EDITORIAL: Pa. All-Star Game pitch is a stretch

York Dispatch Editorial Board
FILE - In this Oct. 7, 2018, file photo, ground crews prepare the field at Sun Trust Park, now known as Truist Park, ahead of Game 3 of MLB baseball's National League Division Series between the Atlanta Braves and the Los Angeles Dodgers in Atlanta. Truist Park lost the 2021 All-Star Game on Friday, April 2, 2021, when Major League Baseball decided to move the game elsewhere over the league’s objection to Georgia’s sweeping new election law that critics say restricts voting rights. (AP Photo/John Amis, File)

A pair of Pennsylvania Democrats are urging Major League Baseball to move the uprooted-from-Georgia All-Star Game to Pittsburgh. They have one problem: Pennsylvania Republicans. 

Make no mistake about it. Georgia’s recent election law restrictions are a partisan affront to democracy. Among the provisions:

  • Photo ID is required to vote by mail.
  • The GOP-run state Election Board now has authority to intervene in county elections — even to the point of replacing local elections officials.
  • A ban on giving food and water to voters waiting in line.

Those lines, recall, are already long in Georgia, where closing down polling places has become a political pastime in recent years — especially in districts with higher rates of Black voters.

In fact, many of Georgia’s new restrictions — and similar GOP proposals across the country — would disproportionately affect voters of color.
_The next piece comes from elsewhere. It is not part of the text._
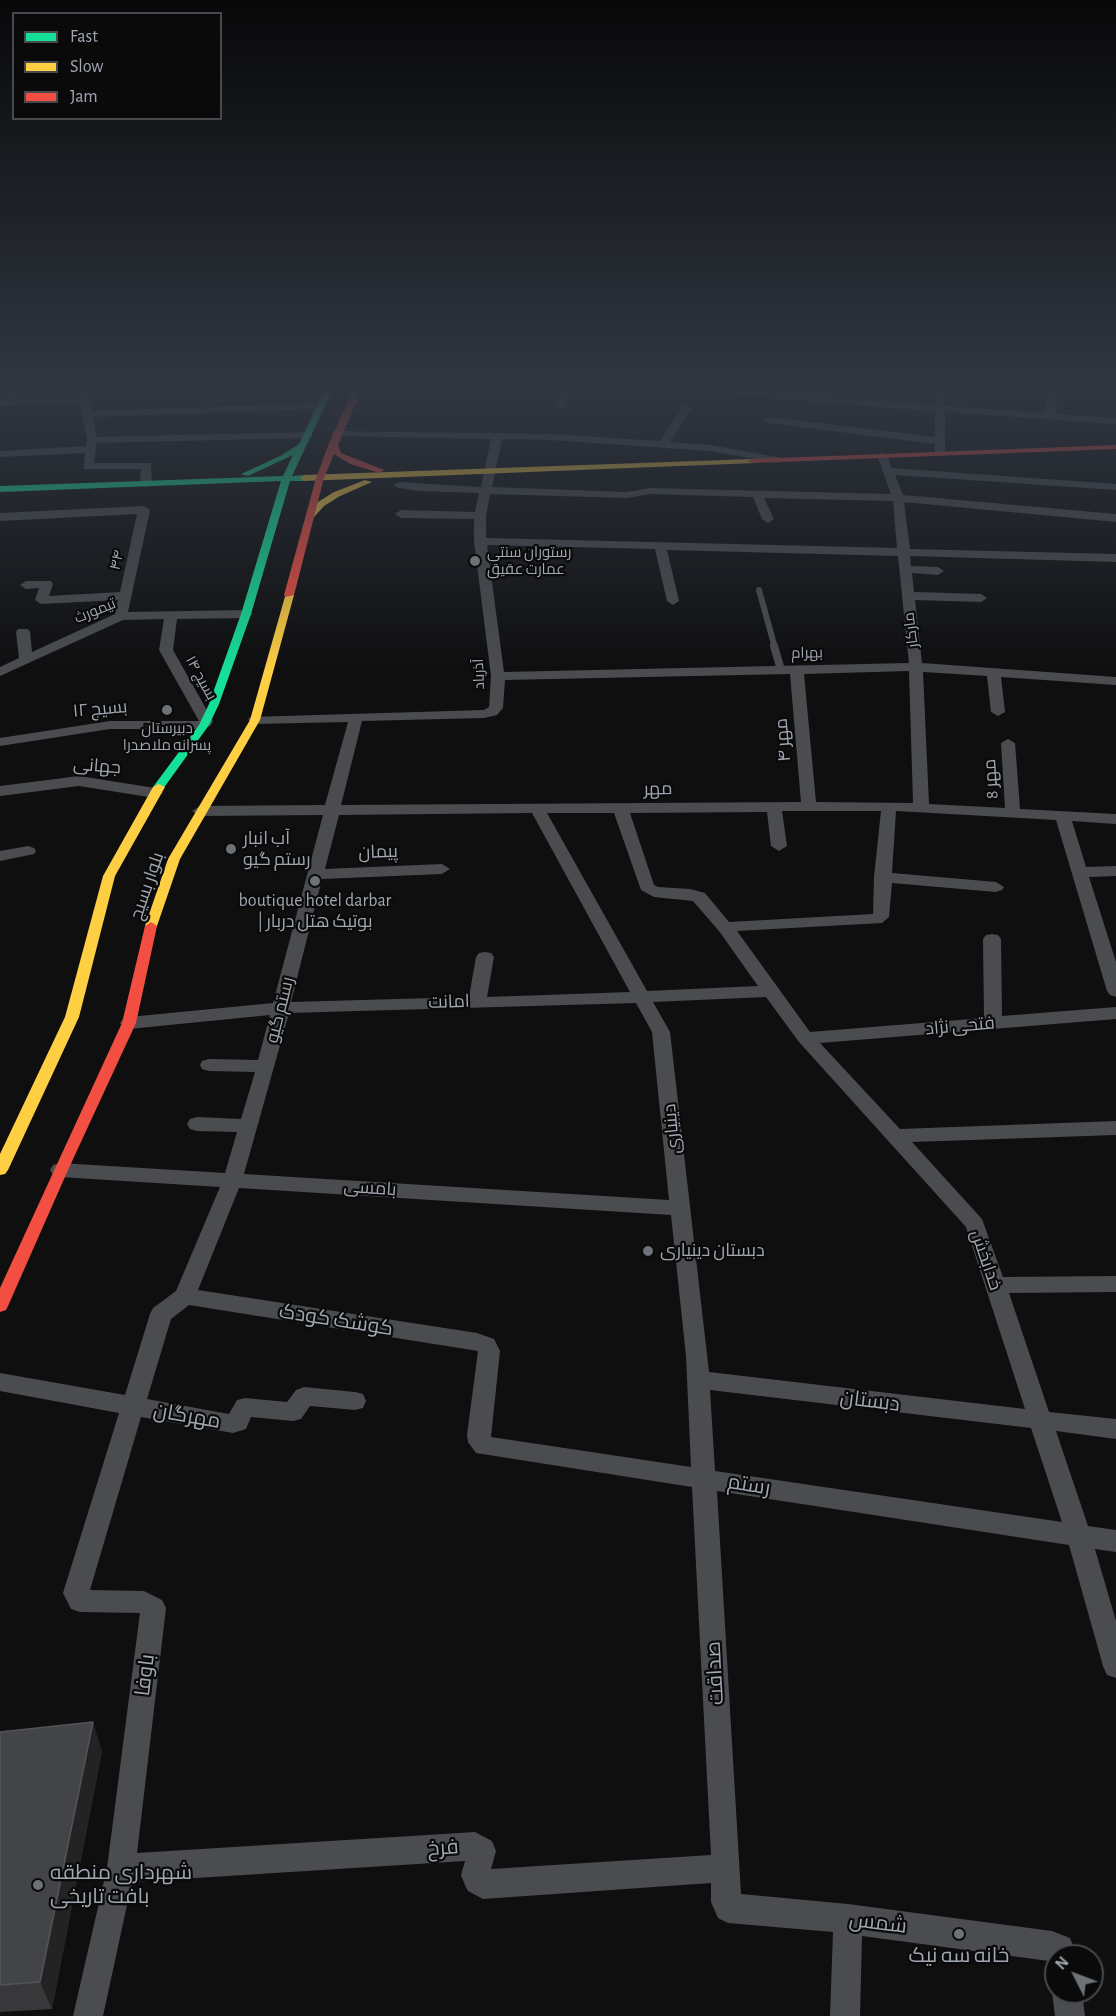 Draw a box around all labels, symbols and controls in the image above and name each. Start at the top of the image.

That’s why Georgia’s law was blasted by President Joe Biden — among many others — as “Jim Crow in the 21st century.”

Worth noting: Few if any of the restrictions would likely have survived federal review under the Voting Rights Act of 1965, which curbed Jim Crow abuses. Thank the Supreme Court’s conservative majority for gutting that historic Civil Rights landmark nearly 10 years ago.

More:MLB moving All-Star Game in response to voting restrictions

Republican lawmakers may take solace in the fiction that they are “restoring faith in the electoral process” — faith, for the thousandth time, that they undermined with lies about the 2020 presidential election — but few others are buying it, corporate interests among them. 

Atlanta-based Delta Airlines and the Coca-Cola Co. have issued statements criticizing the new law. And Major League Baseball announced it is moving the 2021 All-Star Game, which was to have been played in Atlanta’s Truist Park.

“Major League Baseball fundamentally supports voting rights for all Americans and opposes restrictions to the ballot box,” Commissioner Rob Manfred said in the statement.

Can’t get much clearer than that.

Which brings us to Democratic Pennsylvania state Sens. Jay Costa and Wayne Fontana. The pair lost no time in firing off a letter to the MLB pitching Pittsburgh’s PNC Park as the perfect venue for the mid-summer classic. They cited, “the vistas of Downtown … the intimacy of (the) stadium … and, more importantly, Pennsylvania boasts unfettered access for our citizens to the ballot box.”

Perhaps Sens. Costa and Fontana were focused on the MLB playoffs last fall, because they seem to have forgotten that their Republicans colleagues attempted quite a bit of access-fettering.

From attempts to limit mail-in ballots to threats to establish a last-minute, GOP-led “Select Commission on Election Integrity” to efforts to throw out the state’s presidential vote entirely and award its 20 Electoral votes to losing candidate Donald Trump, Republican lawmakers waged all-out war on Pennsylvania’s voters.

And that battle continues: A repeal of no-excuse mail-in ballots, which helped propel voter participation amid the pandemic last year, is among a number of GOP proposals aiming to restrict voting access and reduce turnout.

So, while we’d welcome a Keystone State All-Star Game (preferably in Citizens Bank Park; no offense, Pittsburgh), making the case that Pennsylvania is a voter-friendly alternative is a bit of a stretch.

Then again, MLB is in a bind: More than 360 restrictive voting bills have been proposed in 47 states; two of the three remaining, Delaware and Vermont, don’t have professional baseball teams, and the third, Ohio, already maintains strict Voter ID laws and routine voter-list purges.

It looks like the new national pastime — disenfranchising voters — is making it difficult to honor the traditional national pastime.